Hi all, I followed the CentOS x64 5.5 perfect server guide but also added the gnome desktop and a few utils. The server works really well and I am thoroughly impressed with CentOS & ISPConfig. I have installed joomla on a site and ran into the permissions obstacle when trying to install/upload any modules/templates etc... (# JFTP::store: Bad response # Warning! Failed to move file.) As ISPConfig 3 handles the creation/setup of websites via link files/folders & uses "clients" to specify individual site security, the setting of permissions hinges on assigning ownership & group rights to the correct objects. For example "root" should be the owner and "client1" should be the group on my server. The default joomla install does not assign group permissions correctly.
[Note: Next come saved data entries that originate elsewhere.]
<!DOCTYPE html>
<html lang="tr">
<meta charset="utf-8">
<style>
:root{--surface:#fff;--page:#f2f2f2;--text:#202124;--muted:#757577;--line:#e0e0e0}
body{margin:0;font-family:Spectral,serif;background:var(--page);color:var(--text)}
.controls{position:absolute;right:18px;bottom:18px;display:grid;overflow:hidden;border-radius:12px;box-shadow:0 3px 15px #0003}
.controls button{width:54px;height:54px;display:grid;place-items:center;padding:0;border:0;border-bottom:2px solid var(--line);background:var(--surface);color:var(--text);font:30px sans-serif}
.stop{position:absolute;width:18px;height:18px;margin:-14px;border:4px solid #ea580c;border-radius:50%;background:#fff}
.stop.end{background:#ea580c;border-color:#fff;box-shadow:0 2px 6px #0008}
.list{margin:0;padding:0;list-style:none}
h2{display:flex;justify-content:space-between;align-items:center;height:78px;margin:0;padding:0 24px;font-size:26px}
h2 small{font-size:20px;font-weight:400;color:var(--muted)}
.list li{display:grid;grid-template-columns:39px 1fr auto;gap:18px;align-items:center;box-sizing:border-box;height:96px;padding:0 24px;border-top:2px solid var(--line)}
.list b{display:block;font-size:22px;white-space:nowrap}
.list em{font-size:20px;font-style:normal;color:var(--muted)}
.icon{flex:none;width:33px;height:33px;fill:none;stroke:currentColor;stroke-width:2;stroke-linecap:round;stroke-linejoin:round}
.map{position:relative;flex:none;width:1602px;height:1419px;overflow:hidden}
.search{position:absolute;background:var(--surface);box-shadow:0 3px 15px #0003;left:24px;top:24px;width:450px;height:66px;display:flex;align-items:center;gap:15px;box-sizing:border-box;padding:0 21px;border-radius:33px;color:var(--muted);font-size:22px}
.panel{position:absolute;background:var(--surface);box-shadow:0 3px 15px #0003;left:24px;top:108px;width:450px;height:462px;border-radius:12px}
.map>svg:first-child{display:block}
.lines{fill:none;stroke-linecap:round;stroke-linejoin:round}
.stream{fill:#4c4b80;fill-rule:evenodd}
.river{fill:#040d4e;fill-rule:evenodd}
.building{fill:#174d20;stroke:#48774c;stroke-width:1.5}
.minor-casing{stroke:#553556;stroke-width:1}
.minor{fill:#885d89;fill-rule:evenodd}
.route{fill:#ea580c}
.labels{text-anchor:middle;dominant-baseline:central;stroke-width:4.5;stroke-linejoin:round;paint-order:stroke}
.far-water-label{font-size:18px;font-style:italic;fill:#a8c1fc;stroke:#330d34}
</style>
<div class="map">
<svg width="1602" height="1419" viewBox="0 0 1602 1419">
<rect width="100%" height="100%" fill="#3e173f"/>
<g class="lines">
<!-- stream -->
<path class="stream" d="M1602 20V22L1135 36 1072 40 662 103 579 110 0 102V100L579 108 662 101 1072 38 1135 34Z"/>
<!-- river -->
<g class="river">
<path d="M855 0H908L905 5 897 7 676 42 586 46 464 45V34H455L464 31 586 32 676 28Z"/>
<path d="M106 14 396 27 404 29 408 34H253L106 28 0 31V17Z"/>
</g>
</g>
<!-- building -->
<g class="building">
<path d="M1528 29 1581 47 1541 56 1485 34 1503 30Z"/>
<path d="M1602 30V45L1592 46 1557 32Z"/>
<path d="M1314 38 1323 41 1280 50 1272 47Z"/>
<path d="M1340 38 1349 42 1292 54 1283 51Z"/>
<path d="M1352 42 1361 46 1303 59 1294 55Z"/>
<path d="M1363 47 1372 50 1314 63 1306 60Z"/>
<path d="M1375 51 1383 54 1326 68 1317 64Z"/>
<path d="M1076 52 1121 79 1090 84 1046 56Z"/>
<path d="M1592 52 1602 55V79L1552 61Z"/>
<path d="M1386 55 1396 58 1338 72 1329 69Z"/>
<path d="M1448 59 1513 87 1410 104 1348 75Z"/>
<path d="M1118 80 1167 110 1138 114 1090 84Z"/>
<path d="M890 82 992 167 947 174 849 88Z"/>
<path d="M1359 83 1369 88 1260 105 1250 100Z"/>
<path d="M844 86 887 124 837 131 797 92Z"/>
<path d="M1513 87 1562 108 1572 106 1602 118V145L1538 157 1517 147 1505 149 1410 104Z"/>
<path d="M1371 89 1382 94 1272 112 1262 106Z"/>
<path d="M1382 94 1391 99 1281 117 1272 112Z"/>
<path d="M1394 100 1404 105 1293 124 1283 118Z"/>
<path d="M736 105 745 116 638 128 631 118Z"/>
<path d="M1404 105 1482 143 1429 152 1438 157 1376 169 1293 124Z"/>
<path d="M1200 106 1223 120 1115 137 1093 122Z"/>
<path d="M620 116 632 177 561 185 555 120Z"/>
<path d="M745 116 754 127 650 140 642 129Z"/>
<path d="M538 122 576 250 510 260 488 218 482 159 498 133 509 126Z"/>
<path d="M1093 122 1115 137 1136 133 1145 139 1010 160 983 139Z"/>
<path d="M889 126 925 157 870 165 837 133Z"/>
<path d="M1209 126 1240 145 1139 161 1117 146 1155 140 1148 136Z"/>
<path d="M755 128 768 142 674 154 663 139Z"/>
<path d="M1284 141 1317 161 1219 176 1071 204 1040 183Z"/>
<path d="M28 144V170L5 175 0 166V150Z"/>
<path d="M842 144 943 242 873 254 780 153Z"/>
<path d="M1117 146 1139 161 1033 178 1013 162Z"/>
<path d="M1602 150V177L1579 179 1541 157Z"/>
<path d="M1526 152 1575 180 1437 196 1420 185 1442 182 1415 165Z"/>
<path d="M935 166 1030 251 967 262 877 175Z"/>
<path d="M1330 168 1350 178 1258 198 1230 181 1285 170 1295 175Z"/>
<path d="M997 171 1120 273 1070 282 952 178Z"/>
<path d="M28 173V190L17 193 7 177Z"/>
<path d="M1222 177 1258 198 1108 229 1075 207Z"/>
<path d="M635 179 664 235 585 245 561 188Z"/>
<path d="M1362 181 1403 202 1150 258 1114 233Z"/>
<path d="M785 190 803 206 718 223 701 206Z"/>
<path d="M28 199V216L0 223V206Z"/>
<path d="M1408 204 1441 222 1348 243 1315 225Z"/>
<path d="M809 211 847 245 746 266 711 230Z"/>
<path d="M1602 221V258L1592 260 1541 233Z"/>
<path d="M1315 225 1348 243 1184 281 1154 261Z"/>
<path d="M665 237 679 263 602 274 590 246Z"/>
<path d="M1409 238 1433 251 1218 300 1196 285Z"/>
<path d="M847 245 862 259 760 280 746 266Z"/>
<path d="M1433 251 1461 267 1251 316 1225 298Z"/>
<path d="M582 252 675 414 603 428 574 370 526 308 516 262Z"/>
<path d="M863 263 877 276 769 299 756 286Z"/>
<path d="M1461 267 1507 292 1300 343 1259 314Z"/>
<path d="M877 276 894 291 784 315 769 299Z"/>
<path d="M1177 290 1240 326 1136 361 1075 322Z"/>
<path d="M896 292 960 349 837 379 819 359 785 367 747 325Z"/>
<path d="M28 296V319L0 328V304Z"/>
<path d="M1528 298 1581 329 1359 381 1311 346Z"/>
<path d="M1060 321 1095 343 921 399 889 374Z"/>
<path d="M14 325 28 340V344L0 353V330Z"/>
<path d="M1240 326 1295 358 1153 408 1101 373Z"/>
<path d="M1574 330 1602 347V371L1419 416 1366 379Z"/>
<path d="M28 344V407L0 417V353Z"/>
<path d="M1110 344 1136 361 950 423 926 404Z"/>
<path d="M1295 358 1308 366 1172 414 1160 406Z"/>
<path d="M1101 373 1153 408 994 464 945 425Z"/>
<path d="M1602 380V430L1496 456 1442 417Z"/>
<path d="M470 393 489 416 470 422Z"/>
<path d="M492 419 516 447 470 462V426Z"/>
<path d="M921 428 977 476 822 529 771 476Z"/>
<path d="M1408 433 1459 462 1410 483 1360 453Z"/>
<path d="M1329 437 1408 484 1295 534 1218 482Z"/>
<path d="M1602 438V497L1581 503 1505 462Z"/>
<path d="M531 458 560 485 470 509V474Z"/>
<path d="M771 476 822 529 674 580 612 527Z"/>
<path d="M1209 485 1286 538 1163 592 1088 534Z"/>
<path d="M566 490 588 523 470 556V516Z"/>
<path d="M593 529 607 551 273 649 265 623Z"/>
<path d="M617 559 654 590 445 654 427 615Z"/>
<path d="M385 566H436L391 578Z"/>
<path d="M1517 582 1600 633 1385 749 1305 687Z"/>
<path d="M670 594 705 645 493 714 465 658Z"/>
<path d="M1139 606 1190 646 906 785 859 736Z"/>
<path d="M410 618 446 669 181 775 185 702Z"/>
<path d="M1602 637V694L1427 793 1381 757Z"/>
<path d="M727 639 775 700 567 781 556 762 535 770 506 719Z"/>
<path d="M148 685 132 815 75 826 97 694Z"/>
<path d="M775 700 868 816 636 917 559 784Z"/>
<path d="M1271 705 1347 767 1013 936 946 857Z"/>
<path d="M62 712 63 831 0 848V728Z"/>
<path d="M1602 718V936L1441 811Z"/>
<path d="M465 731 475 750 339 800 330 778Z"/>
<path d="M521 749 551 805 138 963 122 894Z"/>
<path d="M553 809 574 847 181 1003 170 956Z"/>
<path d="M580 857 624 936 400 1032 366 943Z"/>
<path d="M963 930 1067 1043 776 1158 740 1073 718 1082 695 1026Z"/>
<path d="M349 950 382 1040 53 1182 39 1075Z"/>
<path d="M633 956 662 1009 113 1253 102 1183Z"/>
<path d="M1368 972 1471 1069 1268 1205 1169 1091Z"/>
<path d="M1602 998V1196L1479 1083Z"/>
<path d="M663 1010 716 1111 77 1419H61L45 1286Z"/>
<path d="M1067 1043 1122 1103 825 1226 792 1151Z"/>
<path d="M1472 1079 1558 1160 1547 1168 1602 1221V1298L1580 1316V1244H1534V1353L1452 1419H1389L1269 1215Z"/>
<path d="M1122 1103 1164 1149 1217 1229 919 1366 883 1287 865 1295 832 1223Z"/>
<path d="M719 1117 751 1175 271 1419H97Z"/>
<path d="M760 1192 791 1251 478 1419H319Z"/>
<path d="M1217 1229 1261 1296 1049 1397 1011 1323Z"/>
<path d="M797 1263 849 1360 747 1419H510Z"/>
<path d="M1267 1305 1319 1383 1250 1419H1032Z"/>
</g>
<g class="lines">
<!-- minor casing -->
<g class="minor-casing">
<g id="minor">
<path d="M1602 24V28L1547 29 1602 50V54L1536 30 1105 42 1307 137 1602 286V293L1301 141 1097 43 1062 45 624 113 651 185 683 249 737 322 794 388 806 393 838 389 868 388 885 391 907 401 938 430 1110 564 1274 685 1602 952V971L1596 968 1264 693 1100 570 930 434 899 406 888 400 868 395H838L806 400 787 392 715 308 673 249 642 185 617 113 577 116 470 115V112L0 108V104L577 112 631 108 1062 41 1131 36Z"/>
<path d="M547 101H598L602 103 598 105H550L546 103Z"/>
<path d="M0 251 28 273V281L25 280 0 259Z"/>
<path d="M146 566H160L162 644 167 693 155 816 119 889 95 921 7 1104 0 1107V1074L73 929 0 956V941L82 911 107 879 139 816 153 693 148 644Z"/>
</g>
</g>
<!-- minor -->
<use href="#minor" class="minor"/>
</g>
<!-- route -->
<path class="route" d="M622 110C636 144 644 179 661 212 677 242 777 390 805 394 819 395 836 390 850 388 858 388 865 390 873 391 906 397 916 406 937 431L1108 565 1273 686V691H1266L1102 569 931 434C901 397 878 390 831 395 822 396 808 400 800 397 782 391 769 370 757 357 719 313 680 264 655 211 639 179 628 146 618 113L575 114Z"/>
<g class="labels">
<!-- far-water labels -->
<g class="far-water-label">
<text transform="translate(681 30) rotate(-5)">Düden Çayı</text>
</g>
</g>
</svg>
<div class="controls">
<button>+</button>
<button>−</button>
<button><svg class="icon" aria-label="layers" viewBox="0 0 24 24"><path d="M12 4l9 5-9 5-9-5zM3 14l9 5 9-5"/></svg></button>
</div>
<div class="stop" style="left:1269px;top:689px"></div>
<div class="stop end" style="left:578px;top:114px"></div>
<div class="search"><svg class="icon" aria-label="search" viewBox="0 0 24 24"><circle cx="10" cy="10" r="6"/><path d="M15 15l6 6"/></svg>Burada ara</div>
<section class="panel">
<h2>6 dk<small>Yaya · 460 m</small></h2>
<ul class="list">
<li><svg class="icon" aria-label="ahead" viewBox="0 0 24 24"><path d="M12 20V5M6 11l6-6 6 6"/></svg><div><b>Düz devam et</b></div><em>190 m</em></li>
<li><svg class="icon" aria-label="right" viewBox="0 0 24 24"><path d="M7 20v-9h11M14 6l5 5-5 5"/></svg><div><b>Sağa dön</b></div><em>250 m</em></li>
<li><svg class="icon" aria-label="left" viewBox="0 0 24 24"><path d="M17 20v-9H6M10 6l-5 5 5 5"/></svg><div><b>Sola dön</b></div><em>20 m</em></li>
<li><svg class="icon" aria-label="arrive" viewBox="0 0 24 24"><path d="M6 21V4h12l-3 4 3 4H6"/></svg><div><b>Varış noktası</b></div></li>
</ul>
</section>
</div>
To fix this here is what I did: N.B. - AFAIK, This process is unique to EACH CLIENT (not website) that ISPConfig creates - a change in client means different group membership... OWNERSHIP: Code: chown -hR -v -f root:[clientX] [joomla install directory]/* (e.g. chown -hR -v -f root:client1 web/*) (you can check the messages log after a failed joomla upload/install to see the owner & group that needs permissions) PERMISSIONS: ( "find ." starts the find from current directory so navigate appropriately) Code: find . -type f -exec chmod 644 {} \; ("f" for files) find . -type d -exec chmod 775 {} \; ("d" for directories) I did try 755 as suggested by an older post, but without write permissions the group to which the "client" belongs is unable to access the necessary files. 775 works fine and I don't think it exposes anything dangerous. Anyway that sorted permissions/requirements for files/folders. Everything works very well and I am extremely thankful for this forum and the many helpful people who contribute.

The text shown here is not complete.